[Task]: In the data below, find every line that has the string "speed", and copy it.

Stored entries
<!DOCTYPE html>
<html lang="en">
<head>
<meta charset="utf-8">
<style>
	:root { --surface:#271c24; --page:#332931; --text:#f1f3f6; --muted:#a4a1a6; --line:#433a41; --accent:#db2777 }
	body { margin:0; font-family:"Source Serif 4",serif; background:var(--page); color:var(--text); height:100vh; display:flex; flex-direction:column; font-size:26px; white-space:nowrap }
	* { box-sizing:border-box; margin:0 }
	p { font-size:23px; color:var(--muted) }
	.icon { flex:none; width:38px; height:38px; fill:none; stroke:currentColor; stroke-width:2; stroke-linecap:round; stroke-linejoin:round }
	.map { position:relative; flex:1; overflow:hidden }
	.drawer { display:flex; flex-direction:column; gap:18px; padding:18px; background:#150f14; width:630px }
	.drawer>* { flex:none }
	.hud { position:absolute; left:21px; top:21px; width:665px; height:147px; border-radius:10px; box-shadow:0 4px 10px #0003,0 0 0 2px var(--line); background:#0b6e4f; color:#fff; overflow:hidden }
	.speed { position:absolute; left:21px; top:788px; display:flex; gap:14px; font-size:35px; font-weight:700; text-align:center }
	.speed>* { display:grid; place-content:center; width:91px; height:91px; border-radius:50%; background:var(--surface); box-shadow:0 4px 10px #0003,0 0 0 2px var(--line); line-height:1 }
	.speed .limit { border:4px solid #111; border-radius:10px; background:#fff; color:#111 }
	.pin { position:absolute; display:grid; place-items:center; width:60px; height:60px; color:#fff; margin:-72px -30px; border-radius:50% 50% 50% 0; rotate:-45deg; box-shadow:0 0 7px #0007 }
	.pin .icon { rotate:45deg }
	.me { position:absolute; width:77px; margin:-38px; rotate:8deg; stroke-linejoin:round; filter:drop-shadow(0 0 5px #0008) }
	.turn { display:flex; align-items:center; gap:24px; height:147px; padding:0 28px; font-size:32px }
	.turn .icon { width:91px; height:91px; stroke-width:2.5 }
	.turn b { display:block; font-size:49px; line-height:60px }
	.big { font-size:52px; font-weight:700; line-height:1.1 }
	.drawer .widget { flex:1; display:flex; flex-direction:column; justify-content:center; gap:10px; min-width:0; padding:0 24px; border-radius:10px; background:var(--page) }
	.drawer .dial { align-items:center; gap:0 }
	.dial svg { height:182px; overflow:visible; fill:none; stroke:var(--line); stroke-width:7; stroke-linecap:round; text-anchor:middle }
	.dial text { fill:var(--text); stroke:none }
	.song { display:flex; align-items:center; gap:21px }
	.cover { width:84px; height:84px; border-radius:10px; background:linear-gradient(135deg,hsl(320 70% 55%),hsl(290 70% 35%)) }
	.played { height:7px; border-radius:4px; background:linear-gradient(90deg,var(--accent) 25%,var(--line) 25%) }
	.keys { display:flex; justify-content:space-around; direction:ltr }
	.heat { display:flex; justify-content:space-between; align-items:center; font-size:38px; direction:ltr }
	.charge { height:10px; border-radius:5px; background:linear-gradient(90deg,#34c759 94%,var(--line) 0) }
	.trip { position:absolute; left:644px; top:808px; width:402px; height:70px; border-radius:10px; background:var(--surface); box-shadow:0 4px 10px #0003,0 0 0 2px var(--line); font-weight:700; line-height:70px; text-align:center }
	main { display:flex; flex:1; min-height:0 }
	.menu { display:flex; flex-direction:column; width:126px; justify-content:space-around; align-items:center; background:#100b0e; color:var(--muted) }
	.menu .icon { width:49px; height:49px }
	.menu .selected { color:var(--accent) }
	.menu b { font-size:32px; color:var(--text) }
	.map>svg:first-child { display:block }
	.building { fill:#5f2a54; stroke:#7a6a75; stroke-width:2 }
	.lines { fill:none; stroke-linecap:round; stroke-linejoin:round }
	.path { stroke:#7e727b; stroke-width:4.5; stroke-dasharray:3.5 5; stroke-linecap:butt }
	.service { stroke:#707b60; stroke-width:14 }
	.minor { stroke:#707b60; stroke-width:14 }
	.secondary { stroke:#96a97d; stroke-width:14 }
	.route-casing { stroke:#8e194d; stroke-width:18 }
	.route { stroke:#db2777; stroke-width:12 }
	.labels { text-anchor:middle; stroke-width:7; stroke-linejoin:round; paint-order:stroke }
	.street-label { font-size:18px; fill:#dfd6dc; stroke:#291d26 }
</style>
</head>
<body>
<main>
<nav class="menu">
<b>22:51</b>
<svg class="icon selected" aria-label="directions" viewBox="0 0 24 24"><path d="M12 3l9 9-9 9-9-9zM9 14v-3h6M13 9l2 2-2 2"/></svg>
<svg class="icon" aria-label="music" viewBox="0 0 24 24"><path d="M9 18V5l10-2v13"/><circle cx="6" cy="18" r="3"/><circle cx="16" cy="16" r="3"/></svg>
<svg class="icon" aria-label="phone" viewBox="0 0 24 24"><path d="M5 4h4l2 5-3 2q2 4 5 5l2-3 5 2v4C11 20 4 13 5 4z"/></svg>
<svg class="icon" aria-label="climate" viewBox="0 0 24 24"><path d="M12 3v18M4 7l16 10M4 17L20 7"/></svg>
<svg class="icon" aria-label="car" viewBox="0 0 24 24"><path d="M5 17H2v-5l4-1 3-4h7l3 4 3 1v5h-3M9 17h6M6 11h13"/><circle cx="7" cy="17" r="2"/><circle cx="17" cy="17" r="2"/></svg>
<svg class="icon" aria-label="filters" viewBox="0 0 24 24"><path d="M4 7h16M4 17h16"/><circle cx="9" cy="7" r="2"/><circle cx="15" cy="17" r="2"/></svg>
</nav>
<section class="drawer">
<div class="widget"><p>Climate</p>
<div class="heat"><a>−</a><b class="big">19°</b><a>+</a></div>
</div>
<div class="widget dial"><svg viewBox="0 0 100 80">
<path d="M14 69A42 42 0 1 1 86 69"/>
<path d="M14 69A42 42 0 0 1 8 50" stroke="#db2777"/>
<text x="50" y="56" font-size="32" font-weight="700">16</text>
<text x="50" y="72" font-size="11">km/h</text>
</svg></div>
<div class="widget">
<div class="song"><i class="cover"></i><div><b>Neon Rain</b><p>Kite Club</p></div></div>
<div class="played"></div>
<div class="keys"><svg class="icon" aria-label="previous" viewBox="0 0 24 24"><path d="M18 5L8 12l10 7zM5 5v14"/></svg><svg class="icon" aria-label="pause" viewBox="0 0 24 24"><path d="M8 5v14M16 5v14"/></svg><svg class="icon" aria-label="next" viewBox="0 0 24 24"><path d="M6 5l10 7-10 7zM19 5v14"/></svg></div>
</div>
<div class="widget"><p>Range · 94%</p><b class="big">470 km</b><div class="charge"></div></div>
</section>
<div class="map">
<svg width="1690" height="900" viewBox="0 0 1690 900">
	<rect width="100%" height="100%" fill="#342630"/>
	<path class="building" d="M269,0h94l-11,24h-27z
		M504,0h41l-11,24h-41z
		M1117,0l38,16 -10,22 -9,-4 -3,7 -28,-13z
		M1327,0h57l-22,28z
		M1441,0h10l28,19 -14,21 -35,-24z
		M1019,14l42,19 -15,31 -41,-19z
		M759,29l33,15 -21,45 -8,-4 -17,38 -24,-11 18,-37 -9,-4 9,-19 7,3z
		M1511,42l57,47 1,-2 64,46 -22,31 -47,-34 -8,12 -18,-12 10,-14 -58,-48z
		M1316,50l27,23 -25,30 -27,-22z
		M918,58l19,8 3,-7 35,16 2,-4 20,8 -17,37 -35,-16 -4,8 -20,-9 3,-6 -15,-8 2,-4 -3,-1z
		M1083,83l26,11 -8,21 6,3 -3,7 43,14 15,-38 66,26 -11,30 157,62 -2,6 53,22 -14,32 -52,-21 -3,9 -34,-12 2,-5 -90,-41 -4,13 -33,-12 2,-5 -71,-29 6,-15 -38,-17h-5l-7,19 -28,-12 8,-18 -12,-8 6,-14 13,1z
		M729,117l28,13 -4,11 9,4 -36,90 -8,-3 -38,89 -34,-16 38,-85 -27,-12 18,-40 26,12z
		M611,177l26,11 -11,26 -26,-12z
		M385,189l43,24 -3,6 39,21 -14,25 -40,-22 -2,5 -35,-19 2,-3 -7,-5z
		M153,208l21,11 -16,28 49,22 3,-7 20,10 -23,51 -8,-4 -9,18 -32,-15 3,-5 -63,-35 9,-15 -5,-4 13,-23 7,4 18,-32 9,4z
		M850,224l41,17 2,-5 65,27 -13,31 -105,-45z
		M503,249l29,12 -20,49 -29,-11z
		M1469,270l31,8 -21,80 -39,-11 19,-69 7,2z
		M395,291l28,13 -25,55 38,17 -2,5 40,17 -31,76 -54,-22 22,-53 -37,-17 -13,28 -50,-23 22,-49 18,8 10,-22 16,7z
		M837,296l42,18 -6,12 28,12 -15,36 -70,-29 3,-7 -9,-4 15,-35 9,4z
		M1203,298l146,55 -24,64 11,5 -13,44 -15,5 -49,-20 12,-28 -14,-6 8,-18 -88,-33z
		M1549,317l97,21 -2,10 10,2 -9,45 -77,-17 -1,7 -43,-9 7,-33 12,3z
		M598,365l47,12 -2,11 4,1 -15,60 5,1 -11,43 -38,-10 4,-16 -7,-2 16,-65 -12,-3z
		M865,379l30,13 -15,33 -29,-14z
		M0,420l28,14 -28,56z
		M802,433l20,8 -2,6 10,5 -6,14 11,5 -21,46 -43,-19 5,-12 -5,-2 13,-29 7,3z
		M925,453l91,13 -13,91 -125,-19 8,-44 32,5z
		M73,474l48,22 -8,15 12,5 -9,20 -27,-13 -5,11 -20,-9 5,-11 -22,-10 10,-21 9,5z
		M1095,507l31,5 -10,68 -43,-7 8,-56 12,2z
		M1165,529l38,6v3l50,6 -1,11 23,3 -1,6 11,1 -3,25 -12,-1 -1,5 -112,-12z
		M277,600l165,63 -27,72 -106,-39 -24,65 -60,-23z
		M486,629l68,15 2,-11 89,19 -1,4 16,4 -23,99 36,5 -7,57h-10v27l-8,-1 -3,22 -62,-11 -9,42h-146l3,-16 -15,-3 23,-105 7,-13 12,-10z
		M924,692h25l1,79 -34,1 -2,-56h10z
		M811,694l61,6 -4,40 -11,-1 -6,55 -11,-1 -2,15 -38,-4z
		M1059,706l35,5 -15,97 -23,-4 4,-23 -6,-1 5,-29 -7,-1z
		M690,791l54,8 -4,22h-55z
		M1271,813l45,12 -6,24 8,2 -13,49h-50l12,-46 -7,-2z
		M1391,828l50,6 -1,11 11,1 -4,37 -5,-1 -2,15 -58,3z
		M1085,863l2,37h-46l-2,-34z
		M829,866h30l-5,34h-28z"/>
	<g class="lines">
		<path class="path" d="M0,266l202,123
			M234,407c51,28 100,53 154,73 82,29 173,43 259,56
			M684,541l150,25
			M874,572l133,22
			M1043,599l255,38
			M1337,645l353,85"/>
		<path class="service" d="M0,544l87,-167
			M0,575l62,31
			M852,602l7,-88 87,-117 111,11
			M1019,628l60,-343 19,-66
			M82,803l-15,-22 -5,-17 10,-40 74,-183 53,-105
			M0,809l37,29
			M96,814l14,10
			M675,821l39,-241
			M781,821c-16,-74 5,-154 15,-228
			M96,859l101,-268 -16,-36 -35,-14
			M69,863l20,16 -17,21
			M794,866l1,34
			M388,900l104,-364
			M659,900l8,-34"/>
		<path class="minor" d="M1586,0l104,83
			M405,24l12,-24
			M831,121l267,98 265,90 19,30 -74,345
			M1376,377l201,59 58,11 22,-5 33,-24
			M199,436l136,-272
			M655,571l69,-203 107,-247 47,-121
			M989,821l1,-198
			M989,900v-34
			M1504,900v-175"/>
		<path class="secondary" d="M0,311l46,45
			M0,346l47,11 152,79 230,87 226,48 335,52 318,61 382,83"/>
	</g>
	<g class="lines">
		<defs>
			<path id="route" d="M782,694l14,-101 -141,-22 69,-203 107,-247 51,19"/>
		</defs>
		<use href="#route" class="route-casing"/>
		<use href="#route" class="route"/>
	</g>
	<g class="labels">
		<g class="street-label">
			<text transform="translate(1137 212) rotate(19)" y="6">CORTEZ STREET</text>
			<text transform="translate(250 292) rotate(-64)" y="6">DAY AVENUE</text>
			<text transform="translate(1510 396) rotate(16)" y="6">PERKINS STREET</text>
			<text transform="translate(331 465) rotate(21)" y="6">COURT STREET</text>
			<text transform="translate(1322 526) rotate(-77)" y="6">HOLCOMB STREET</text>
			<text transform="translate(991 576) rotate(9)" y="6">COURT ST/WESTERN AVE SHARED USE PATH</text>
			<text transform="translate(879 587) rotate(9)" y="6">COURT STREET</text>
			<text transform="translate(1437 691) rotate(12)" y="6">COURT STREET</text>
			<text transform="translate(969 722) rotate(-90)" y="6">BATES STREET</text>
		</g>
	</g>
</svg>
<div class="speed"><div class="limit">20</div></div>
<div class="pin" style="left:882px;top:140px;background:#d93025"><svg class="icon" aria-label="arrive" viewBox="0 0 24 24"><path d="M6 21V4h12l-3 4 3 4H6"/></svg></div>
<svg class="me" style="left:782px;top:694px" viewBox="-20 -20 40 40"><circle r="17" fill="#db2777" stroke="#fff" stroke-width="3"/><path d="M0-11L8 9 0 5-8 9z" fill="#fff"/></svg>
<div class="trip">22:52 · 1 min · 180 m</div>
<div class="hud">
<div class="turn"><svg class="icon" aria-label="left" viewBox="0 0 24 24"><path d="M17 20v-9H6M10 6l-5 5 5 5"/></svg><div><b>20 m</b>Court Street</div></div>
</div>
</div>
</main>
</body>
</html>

[Solution for this exercise]:
	.speed { position:absolute; left:21px; top:788px; display:flex; gap:14px; font-size:35px; font-weight:700; text-align:center }
	.speed>* { display:grid; place-content:center; width:91px; height:91px; border-radius:50%; background:var(--surface); box-shadow:0 4px 10px #0003,0 0 0 2px var(--line); line-height:1 }
	.speed .limit { border:4px solid #111; border-radius:10px; background:#fff; color:#111 }
<div class="speed"><div class="limit">20</div></div>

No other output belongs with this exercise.